Nice to meet you @aranboldt!

In addition to that blog, you might also like the longer tutorial that Kevin Van Horn and I wrote. It’s linked above in this thread, but here it is again: GitHub - ksvanhorn/ART-Forum-2017-Stan-Tutorial: Materials from tutorial "Using Stan to Estimate Hierarchical Bayes Models," ART Forum 2017 The tutorial was written for an audience that knows conjoint pretty well already, so it might not be ideal for a beginner, but all the code is there for the models that are popular in the conjoin world.

To answer your specific questions:

  1. A good resource on these models is Train’s book “Discrete Choice with Simulation” He has everything written out in math notation.
  2. The MVN has dimension equal to the number of features of the choice alternatives
  3. Data setup is always a hassle as there is no standardized format for the data. For Stan, the best resources is the tutorial that Kevin and I wrote. For mlogit (an MLE package for these models in R), I’d recommend Ch 13 of my book with Chris Chapman.

Hello. I’d like to offer my 2 cents on this issue.

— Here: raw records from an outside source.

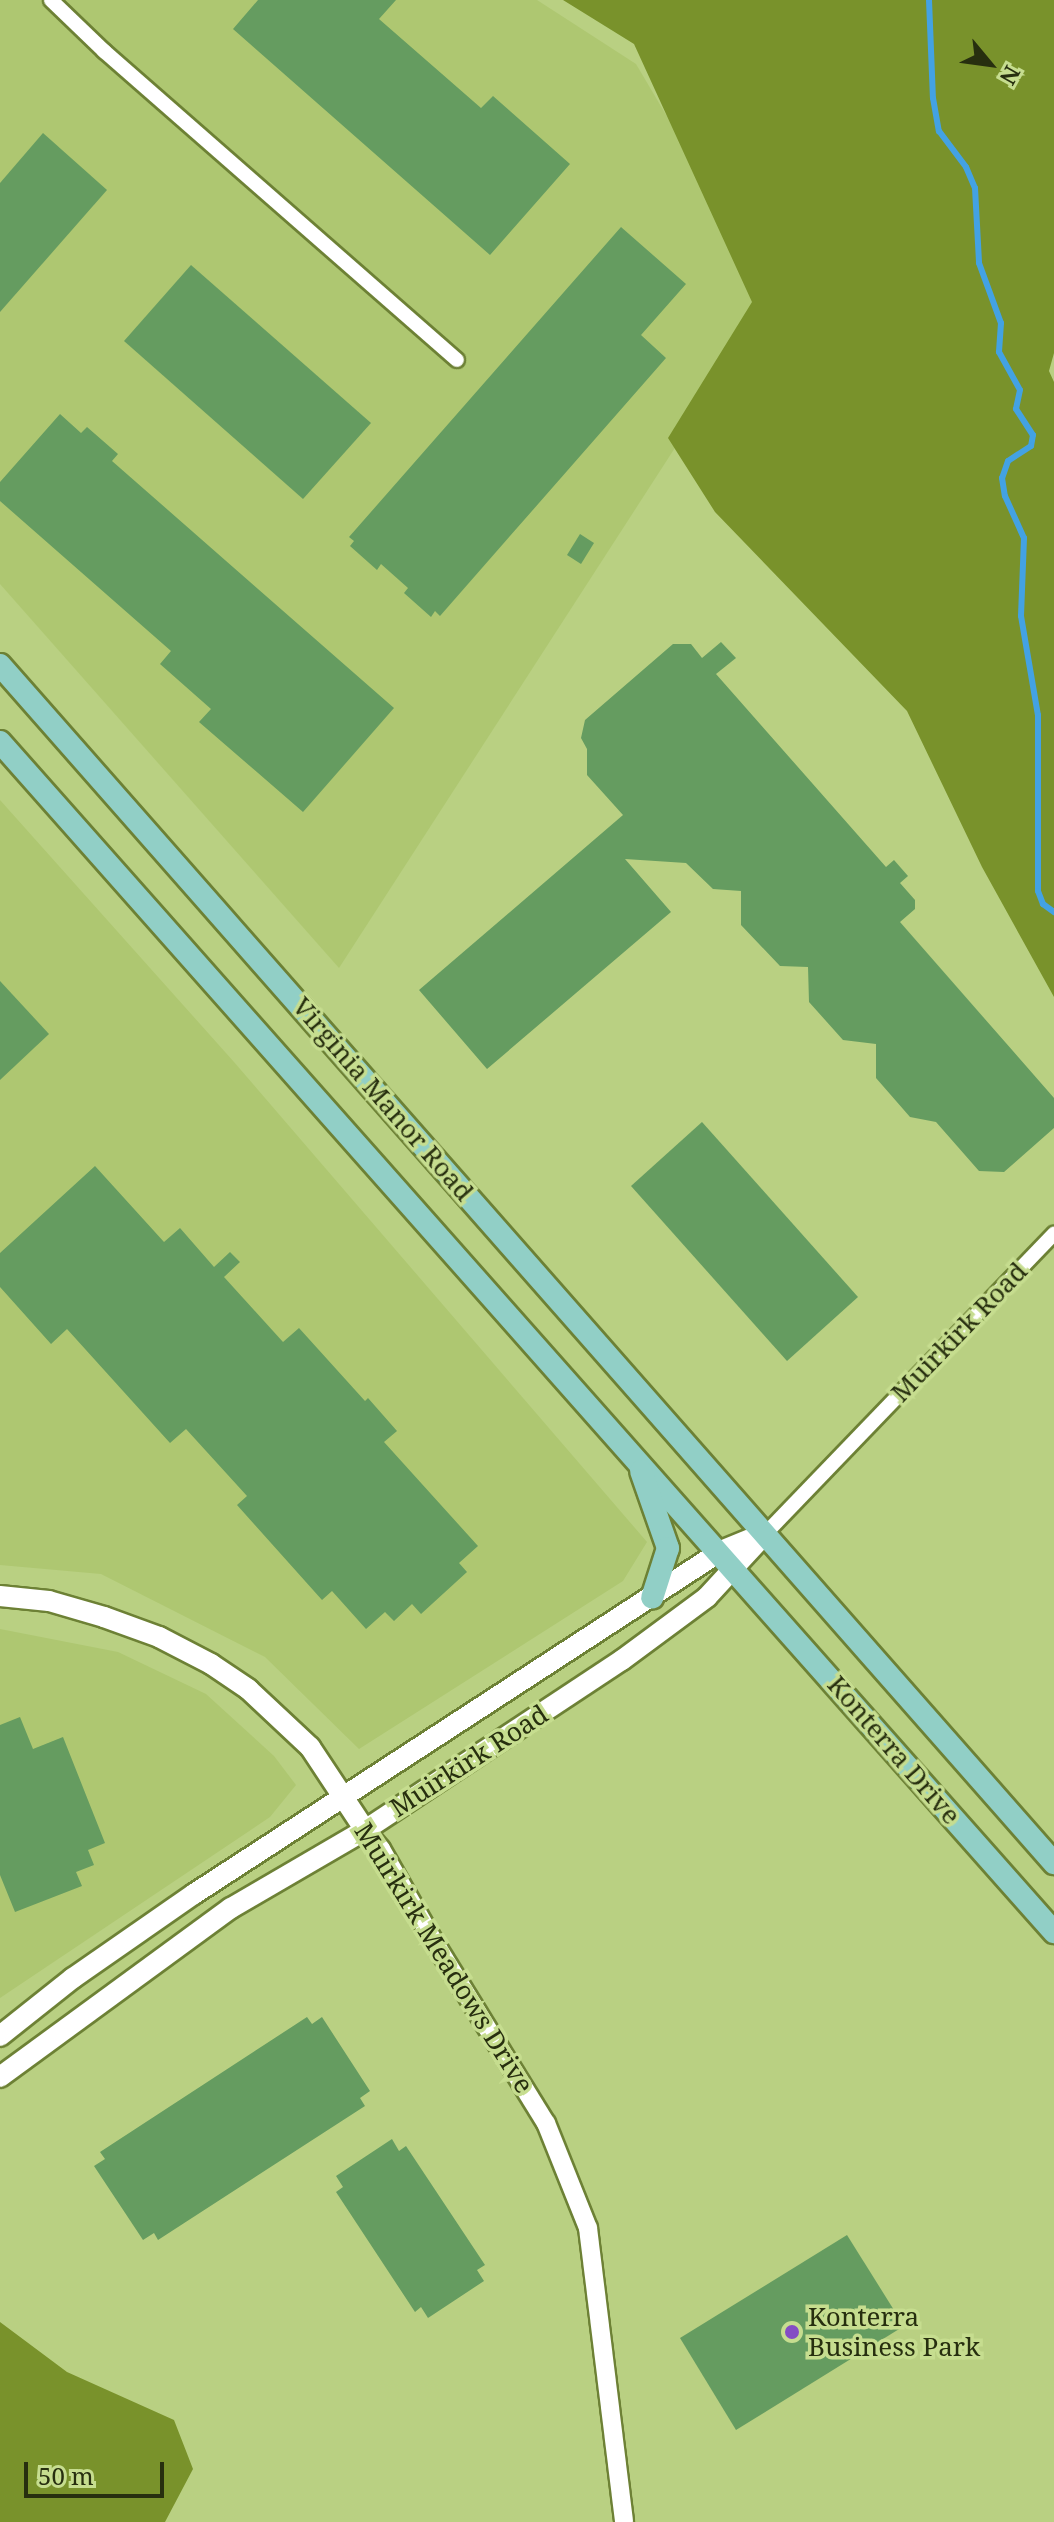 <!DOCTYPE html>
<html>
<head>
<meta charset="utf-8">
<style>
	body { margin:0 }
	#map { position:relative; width:1054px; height:2522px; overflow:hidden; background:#b9d082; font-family:"Noto Serif",serif }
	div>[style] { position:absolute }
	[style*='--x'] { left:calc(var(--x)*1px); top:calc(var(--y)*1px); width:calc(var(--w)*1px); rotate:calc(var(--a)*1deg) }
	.built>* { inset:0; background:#aec771 }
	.forest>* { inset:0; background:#79922b }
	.stream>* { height:6px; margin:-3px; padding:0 3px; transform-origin:3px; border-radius:3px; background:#43a2e3 }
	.building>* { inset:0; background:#659c60 }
	.roads { filter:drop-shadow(2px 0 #6d8135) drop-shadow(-2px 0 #6d8135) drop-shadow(0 2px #6d8135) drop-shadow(0 -2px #6d8135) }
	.minor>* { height:14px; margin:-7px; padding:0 7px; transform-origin:7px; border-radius:7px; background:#fff }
	.tertiary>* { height:18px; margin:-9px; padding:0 9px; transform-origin:9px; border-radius:9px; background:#fff }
	.secondary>* { height:20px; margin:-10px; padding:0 10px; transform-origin:10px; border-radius:10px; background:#fff }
	.primary>* { height:22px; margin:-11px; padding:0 11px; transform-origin:11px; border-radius:11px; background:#91cfc6 }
	.dots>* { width:22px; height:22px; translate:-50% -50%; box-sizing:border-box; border:4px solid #c6dd8f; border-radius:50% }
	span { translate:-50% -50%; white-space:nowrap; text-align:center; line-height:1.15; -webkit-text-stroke:7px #c6dd8f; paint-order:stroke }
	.street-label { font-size:26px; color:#272f0f }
	.poi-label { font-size:26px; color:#272f0f }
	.left { translate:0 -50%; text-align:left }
	.north { position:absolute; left:950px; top:24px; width:80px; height:80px; -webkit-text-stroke:6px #c6dd8f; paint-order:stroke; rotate:119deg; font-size:22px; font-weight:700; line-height:32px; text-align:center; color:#272f0f }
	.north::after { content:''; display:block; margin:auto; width:28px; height:36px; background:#272f0f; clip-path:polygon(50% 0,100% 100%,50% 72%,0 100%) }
	.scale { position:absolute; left:24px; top:2462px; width:140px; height:36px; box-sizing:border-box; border:4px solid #272f0f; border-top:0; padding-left:10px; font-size:24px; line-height:28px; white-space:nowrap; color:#272f0f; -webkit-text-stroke:6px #c6dd8f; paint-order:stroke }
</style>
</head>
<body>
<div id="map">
	<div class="built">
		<i style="clip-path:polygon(0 0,537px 0,636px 64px,773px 296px,339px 968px,0 584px)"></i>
		<i style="clip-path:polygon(0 800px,234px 1062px,647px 1542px,623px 1581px,359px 1749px,265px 1657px,101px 1574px,0 1565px)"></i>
		<i style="clip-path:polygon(0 1629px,118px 1652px,206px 1694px,274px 1756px,296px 1785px,270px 1817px,0 1998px)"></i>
	</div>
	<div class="forest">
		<i style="clip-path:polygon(563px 0,1054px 0,1054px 353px,1049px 371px,1054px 382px,1054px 997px,982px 867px,907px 711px,715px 512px,668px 438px,752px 302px,634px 44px)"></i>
		<i style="clip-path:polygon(0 2322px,67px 2372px,174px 2420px,193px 2469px,165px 2522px,0 2522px)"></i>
	</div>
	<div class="stream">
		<i style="--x:929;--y:0;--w:98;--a:87.7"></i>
		<i style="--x:933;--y:98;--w:34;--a:80"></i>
		<i style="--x:939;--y:131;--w:45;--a:53.1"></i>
		<i style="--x:966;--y:167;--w:23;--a:67"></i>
		<i style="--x:975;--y:188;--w:75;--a:86.9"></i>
		<i style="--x:979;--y:263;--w:64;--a:69.9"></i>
		<i style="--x:1001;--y:323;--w:29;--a:94"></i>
		<i style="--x:999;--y:352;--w:43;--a:61.1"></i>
		<i style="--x:1020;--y:390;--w:19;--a:102"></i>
		<i style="--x:1016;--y:409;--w:31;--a:57"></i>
		<i style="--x:1033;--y:435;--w:11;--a:100"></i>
		<i style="--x:1031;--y:446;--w:27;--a:147"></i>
		<i style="--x:1008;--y:461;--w:18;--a:109"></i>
		<i style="--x:1002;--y:478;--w:18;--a:81"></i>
		<i style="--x:1005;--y:496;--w:46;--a:65.7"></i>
		<i style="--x:1024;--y:538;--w:78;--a:92.2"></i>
		<i style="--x:1021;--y:616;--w:100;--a:80.3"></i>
		<i style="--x:1038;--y:715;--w:176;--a:90"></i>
		<i style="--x:1038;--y:891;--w:14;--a:69"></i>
		<i style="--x:1043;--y:904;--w:14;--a:36"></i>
	</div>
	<div class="building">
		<i style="clip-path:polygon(258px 0,396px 0,379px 19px,481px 108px,493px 96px,570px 164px,490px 255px,233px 29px)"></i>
		<i style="clip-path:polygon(43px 133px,107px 190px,0 312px,0 183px)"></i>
		<i style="clip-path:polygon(621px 227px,686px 284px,641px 335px,666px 358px,440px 616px,435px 611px,431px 617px,404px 593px,408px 588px,381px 564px,377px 570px,350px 546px,354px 541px,349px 537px)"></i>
		<i style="clip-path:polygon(191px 265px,371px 423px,303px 499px,124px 341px)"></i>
		<i style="clip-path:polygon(60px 414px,81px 433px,87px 427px,118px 454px,112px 461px,394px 708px,303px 812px,199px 722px,211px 709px,160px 664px,171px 651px,0 501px,0 482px)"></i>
		<i style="clip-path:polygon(580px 534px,594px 543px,581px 564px,567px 555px)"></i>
		<i style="clip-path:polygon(721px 642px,736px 658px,716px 674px,886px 867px,894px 860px,908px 876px,900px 883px,915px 900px,915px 909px,900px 922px,1054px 1098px,1054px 1128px,1004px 1172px,979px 1171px,936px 1122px,910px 1117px,876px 1078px,876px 1044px,843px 1040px,809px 1002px,808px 967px,780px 966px,741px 925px,741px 891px,713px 889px,686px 863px,625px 859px,671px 912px,487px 1069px,419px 990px,623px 815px,587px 775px,587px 749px,581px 738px,585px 720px,673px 644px,691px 644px,702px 658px)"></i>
		<i style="clip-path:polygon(0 981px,49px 1034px,0 1080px)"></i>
		<i style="clip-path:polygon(702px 1122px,858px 1297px,787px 1361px,631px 1186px)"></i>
		<i style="clip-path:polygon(95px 1166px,164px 1242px,180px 1228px,214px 1267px,230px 1252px,240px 1262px,224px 1277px,283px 1342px,299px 1328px,365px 1401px,368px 1398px,397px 1431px,384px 1442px,478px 1546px,459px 1563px,467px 1572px,421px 1614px,412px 1604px,394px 1621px,385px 1612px,366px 1629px,332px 1591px,322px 1600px,237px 1505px,247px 1496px,186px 1429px,170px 1443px,67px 1329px,51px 1344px,0 1287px,0 1253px)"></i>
		<i style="clip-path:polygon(20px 1717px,33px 1749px,63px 1737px,105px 1843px,88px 1850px,94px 1865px,76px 1872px,82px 1886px,15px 1912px,0 1875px,0 1725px)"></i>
		<i style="clip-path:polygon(307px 2017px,312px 2024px,322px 2017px,370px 2091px,360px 2098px,365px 2106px,158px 2240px,154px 2233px,143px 2240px,94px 2166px,105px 2159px,100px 2152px)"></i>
		<i style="clip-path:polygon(392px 2139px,399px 2151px,406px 2146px,485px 2265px,477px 2270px,484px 2281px,428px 2318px,421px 2307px,415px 2312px,336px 2192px,343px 2187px,336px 2176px)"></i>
		<i style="clip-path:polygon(847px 2235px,904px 2326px,736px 2430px,680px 2338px)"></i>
	</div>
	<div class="roads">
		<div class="minor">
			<i style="--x:51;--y:0;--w:74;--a:43.9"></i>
			<i style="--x:104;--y:51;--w:469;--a:41.2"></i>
			<i style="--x:765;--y:1534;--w:417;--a:-46.1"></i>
		</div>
		<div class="tertiary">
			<i style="--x:365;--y:1830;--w:25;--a:50"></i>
			<i style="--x:381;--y:1849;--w:107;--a:60.3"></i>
			<i style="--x:434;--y:1942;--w:213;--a:58.3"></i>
			<i style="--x:546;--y:2123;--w:113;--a:68.2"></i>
			<i style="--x:588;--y:2228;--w:296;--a:83"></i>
		</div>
		<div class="secondary">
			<i style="--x:0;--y:1596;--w:49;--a:5.8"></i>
			<i style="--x:49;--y:1601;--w:57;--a:16.2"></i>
			<i style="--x:104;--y:1617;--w:59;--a:20"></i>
			<i style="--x:159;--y:1637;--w:59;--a:27.4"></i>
			<i style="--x:211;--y:1664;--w:45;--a:34"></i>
			<i style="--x:248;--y:1689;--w:85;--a:43.1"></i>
			<i style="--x:310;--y:1747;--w:100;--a:56.5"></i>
			<i style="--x:0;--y:2036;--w:93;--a:-38.5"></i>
			<i style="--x:73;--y:1978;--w:147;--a:-34.8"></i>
			<i style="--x:194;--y:1894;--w:629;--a:-33.06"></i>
			<i style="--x:721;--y:1551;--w:42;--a:-22.3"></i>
			<i style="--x:0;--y:2077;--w:286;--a:-36.2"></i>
			<i style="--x:231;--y:1908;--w:155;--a:-30.2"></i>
			<i style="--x:365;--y:1830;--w:308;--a:-33.5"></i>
			<i style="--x:622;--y:1660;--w:106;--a:-36.5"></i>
			<i style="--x:707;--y:1597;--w:86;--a:-47.4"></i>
		</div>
		<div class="primary">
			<i style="--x:0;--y:665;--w:1596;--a:48.66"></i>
			<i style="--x:0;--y:742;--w:1590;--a:48.47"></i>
			<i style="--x:641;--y:1471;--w:82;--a:70.7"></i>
			<i style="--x:668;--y:1548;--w:52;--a:107.7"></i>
		</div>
	</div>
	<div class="dots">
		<i style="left:792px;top:2332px;background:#844dc4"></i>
	</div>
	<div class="street-label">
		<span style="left:383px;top:1099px;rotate:49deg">Virginia Manor Road</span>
		<span style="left:959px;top:1332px;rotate:-46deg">Muirkirk Road</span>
		<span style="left:894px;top:1750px;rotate:49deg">Konterra Drive</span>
		<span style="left:469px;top:1761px;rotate:-33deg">Muirkirk Road</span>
		<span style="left:444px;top:1958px;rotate:58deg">Muirkirk Meadows Drive</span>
	</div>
	<div class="poi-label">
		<span class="left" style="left:808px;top:2332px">Konterra<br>Business Park</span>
	</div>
	<div class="north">N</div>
	<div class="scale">50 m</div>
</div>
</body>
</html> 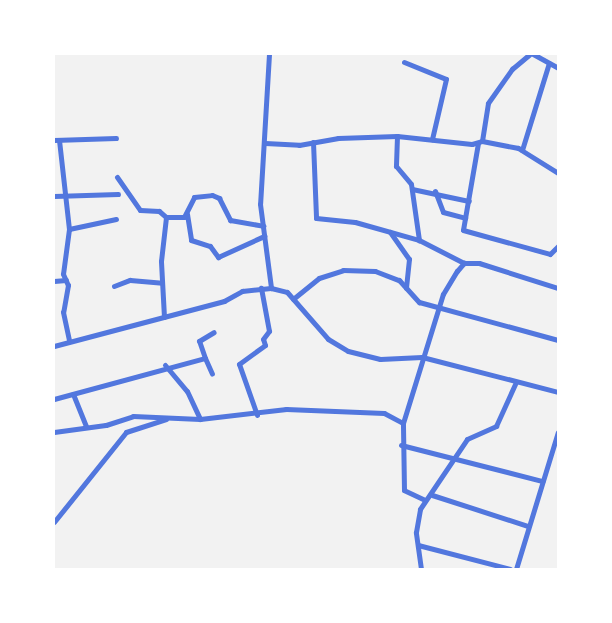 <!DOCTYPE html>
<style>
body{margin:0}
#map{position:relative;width:612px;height:623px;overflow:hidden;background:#f2f2f2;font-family:"Public Sans",sans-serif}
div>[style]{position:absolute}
.minor>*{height:5px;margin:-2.5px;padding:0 2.5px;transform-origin:2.5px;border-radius:2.5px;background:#5277de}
span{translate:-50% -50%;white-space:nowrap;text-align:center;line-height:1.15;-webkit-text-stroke:4.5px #fff;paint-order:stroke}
.frame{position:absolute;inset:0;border:55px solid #fff;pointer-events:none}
</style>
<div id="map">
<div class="minor">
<div style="left:269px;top:54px;width:150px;rotate:93.4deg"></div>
<div style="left:260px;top:204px;width:85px;rotate:82.5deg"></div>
<div style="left:271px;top:288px;width:16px;rotate:14deg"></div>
<div style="left:287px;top:292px;width:62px;rotate:48.9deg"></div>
<div style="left:328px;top:339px;width:23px;rotate:31deg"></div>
<div style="left:348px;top:351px;width:33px;rotate:14deg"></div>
<div style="left:380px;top:359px;width:42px;rotate:-2.7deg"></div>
<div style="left:422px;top:357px;width:140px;rotate:14.4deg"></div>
<div style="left:533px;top:54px;width:29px;rotate:29deg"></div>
<div style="left:404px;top:62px;width:45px;rotate:22deg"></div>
<div style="left:446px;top:79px;width:62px;rotate:103.1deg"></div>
<div style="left:397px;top:136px;width:30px;rotate:92deg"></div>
<div style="left:396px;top:166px;width:23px;rotate:50deg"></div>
<div style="left:411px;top:184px;width:57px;rotate:81.9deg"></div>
<div style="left:54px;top:140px;width:62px;rotate:-1.8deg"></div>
<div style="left:59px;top:140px;width:90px;rotate:83.6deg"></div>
<div style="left:69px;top:229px;width:45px;rotate:97.6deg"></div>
<div style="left:63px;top:274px;width:12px;rotate:66deg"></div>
<div style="left:68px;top:285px;width:27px;rotate:100deg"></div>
<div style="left:63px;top:312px;width:30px;rotate:78deg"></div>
<div style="left:482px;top:141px;width:38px;rotate:-81deg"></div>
<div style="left:488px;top:103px;width:42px;rotate:-54.8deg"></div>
<div style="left:512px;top:69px;width:23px;rotate:-40deg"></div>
<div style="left:313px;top:142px;width:76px;rotate:87.7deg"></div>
<div style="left:316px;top:218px;width:39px;rotate:6deg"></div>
<div style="left:355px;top:222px;width:66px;rotate:15.7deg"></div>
<div style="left:419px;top:240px;width:51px;rotate:27.1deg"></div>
<div style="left:265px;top:143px;width:34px;rotate:3deg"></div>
<div style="left:299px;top:145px;width:40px;rotate:-10deg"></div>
<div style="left:338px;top:138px;width:59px;rotate:-1.9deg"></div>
<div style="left:397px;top:136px;width:75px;rotate:6.1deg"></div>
<div style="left:472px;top:144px;width:10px;rotate:-17deg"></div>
<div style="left:482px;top:141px;width:37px;rotate:11deg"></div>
<div style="left:518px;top:148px;width:47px;rotate:32deg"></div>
<div style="left:478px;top:143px;width:88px;rotate:99.8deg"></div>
<div style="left:463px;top:230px;width:90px;rotate:15.4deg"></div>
<div style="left:550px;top:254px;width:11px;rotate:-45deg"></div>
<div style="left:522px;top:150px;width:91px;rotate:-72.8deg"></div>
<div style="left:117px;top:177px;width:40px;rotate:55.1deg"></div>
<div style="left:140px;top:210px;width:19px;rotate:3deg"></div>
<div style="left:159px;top:211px;width:9px;rotate:41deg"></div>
<div style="left:412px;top:189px;width:58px;rotate:11.9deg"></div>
<div style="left:435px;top:191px;width:22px;rotate:69deg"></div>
<div style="left:443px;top:212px;width:23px;rotate:15deg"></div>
<div style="left:54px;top:196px;width:64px;rotate:-1.8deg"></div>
<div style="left:187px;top:214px;width:26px;rotate:81deg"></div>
<div style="left:191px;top:240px;width:20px;rotate:18deg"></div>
<div style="left:210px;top:246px;width:14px;rotate:54deg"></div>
<div style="left:218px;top:257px;width:51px;rotate:-24.5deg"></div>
<div style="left:69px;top:229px;width:48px;rotate:-12deg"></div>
<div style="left:390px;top:232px;width:33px;rotate:55deg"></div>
<div style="left:409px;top:259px;width:29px;rotate:96deg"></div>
<div style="left:54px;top:281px;width:12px;rotate:-5deg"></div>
<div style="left:114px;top:286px;width:17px;rotate:-21deg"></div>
<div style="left:130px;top:280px;width:32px;rotate:5deg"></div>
<div style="left:293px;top:299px;width:33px;rotate:-39deg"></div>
<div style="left:319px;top:278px;width:25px;rotate:-18deg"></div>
<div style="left:343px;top:270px;width:32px;rotate:2deg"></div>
<div style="left:375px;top:271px;width:26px;rotate:21deg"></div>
<div style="left:399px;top:280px;width:30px;rotate:48deg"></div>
<div style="left:419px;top:302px;width:144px;rotate:15.3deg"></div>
<div style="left:164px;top:317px;width:56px;rotate:-93.1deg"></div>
<div style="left:161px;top:261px;width:44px;rotate:-83.5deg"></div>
<div style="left:166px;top:217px;width:18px"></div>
<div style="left:184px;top:217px;width:22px;rotate:-63deg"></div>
<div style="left:194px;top:197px;width:18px;rotate:-6deg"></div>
<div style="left:212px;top:195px;width:8px;rotate:23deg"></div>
<div style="left:219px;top:198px;width:25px;rotate:63deg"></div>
<div style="left:230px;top:220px;width:34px;rotate:10deg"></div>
<div style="left:54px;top:346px;width:176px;rotate:-14.8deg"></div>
<div style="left:224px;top:301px;width:21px;rotate:-29deg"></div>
<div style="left:242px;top:291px;width:29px;rotate:-6deg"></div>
<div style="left:205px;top:358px;width:18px;rotate:-109deg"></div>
<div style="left:199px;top:341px;width:17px;rotate:-31deg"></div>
<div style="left:165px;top:365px;width:34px;rotate:50deg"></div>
<div style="left:187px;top:391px;width:31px;rotate:65deg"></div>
<div style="left:73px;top:394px;width:35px;rotate:68deg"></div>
<div style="left:54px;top:399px;width:156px;rotate:-15.2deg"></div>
<div style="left:205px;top:358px;width:17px;rotate:66deg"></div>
<div style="left:257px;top:415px;width:54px;rotate:-109.4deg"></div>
<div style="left:239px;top:364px;width:32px;rotate:-36deg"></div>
<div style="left:265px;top:345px;width:6px;rotate:-108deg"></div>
<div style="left:263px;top:339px;width:10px;rotate:-53deg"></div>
<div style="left:269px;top:331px;width:44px;rotate:-100.5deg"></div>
<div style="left:54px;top:432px;width:52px;rotate:-7.7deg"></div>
<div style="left:106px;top:425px;width:28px;rotate:-18deg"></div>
<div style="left:133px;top:416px;width:67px;rotate:2.6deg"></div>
<div style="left:200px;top:419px;width:87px;rotate:-6.6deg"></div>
<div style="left:286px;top:409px;width:98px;rotate:2.3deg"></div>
<div style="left:384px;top:413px;width:21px;rotate:28deg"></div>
<div style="left:401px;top:445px;width:146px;rotate:14.3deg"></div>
<div style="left:432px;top:495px;width:101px;rotate:17.9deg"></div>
<div style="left:425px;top:500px;width:23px;rotate:-155deg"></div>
<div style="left:404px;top:490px;width:67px;rotate:-90.9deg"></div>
<div style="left:403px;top:423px;width:135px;rotate:-72.8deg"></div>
<div style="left:443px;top:294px;width:27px;rotate:-59deg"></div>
<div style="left:457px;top:271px;width:11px;rotate:-49deg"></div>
<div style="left:464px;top:263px;width:15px"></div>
<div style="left:479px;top:263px;width:83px;rotate:17.6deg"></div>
<div style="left:54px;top:522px;width:115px;rotate:-51.3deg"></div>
<div style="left:126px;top:432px;width:42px;rotate:-18deg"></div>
<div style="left:418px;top:545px;width:95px;rotate:14.6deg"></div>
<div style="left:421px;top:569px;width:37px;rotate:-98deg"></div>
<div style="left:416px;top:532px;width:23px;rotate:-80deg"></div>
<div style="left:420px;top:509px;width:84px;rotate:-56.1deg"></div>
<div style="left:467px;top:439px;width:32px;rotate:-24deg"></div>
<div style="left:496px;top:426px;width:48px;rotate:-65.6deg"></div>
<div style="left:516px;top:569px;width:143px;rotate:-73deg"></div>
</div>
<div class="frame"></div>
</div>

It is great to use Stan to model the conjoint outcome data, after the data have been collected. I follow the tutorial from Prof. Feit and modify the codes for my need.

However, it is my understanding Sawtooth uses adaptive method in data collection with a web-based survey interface. That is also very powerful and you may or may not wish to keep Sawtooth for that purpose. Good luck~

Hello @eleafeit,

I have been using your tutorial from the 2017 ART forum and reading your book with Chris Chapman. They are both great! Thank you! But I’m stuck with one little parameter on the stan model for a hierarchical multinomial logit model (hnml.stan on github). It might just be that I am confusing terms, but I haven’t been able to figure it out:

int<lower=1> K; // # of covariates of alternatives 

What does covariates of alternatives mean? In the example you have of chocolate data it is K=9, are this those 9 covariates?

  1. Price
  2. BrandDove
  3. BrandGhirardelli
  4. BrandHersheys
  5. BrandGodiva
  6. TypeDark
  7. TypeDarkNuts
  8. TypeMilk
  9. TypeMilkNuts

Thanks again!


Sorry for the slow response. I took a few days off last week and am just not catching up with my inbox.

Yes, “covariates of alternatives” means the features of the alternatives that people choose from. You are right that the covariates are price and the dummies for brand and type. Let me know if you have other questions!